■ Brief:
When you copy the listing, reproduce each line as it appears and omit every image.

--------------------

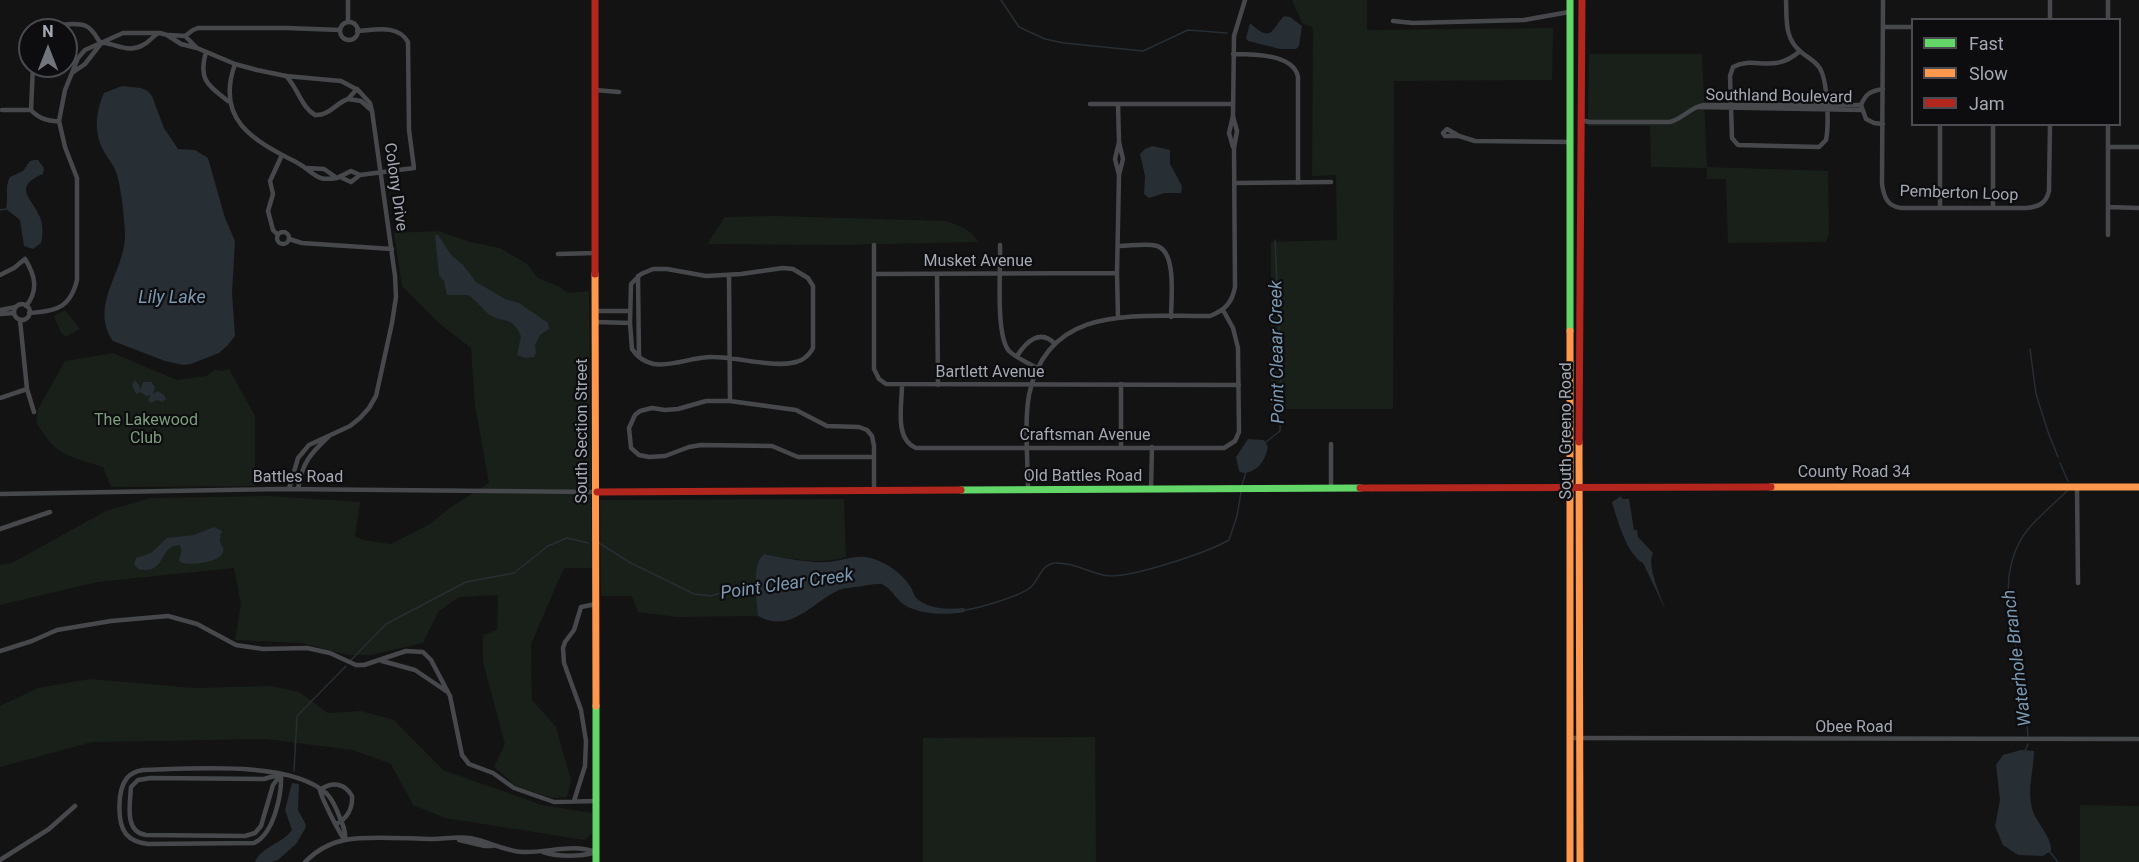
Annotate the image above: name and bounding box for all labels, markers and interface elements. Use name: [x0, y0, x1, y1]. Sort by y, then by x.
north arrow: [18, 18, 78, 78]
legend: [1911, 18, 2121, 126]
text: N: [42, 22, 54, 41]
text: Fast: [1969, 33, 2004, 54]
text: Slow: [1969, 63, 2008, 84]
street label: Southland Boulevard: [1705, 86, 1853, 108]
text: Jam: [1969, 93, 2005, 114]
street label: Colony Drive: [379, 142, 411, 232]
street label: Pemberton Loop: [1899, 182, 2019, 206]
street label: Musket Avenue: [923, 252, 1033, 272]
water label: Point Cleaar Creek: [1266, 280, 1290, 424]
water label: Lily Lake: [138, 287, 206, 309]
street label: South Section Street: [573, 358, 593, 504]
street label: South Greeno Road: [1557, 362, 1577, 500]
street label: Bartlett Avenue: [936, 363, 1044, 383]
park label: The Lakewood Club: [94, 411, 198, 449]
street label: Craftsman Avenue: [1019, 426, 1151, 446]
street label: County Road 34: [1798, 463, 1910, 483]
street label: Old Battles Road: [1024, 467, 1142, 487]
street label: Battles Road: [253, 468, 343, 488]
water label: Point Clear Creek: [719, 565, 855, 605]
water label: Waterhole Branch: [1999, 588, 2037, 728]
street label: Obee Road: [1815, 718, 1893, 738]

--------------------

■ Reply to the exercise:
Annotate the image above: name and bounding box for all labels, markers and interface elements. Use name: [x0, y0, x1, y1]. Sort by y, then by x.
north arrow: [18, 18, 78, 78]
legend: [1911, 18, 2121, 126]
text: N: [42, 22, 54, 41]
text: Fast: [1969, 33, 2004, 54]
text: Slow: [1969, 63, 2008, 84]
street label: Southland Boulevard: [1705, 86, 1853, 108]
text: Jam: [1969, 93, 2005, 114]
street label: Colony Drive: [379, 142, 411, 232]
street label: Pemberton Loop: [1899, 182, 2019, 206]
street label: Musket Avenue: [923, 252, 1033, 272]
water label: Point Cleaar Creek: [1266, 280, 1290, 424]
water label: Lily Lake: [138, 287, 206, 309]
street label: South Section Street: [573, 358, 593, 504]
street label: South Greeno Road: [1557, 362, 1577, 500]
street label: Bartlett Avenue: [936, 363, 1044, 383]
park label: The Lakewood Club: [94, 411, 198, 449]
street label: Craftsman Avenue: [1019, 426, 1151, 446]
street label: County Road 34: [1798, 463, 1910, 483]
street label: Old Battles Road: [1024, 467, 1142, 487]
street label: Battles Road: [253, 468, 343, 488]
water label: Point Clear Creek: [719, 565, 855, 605]
water label: Waterhole Branch: [1999, 588, 2037, 728]
street label: Obee Road: [1815, 718, 1893, 738]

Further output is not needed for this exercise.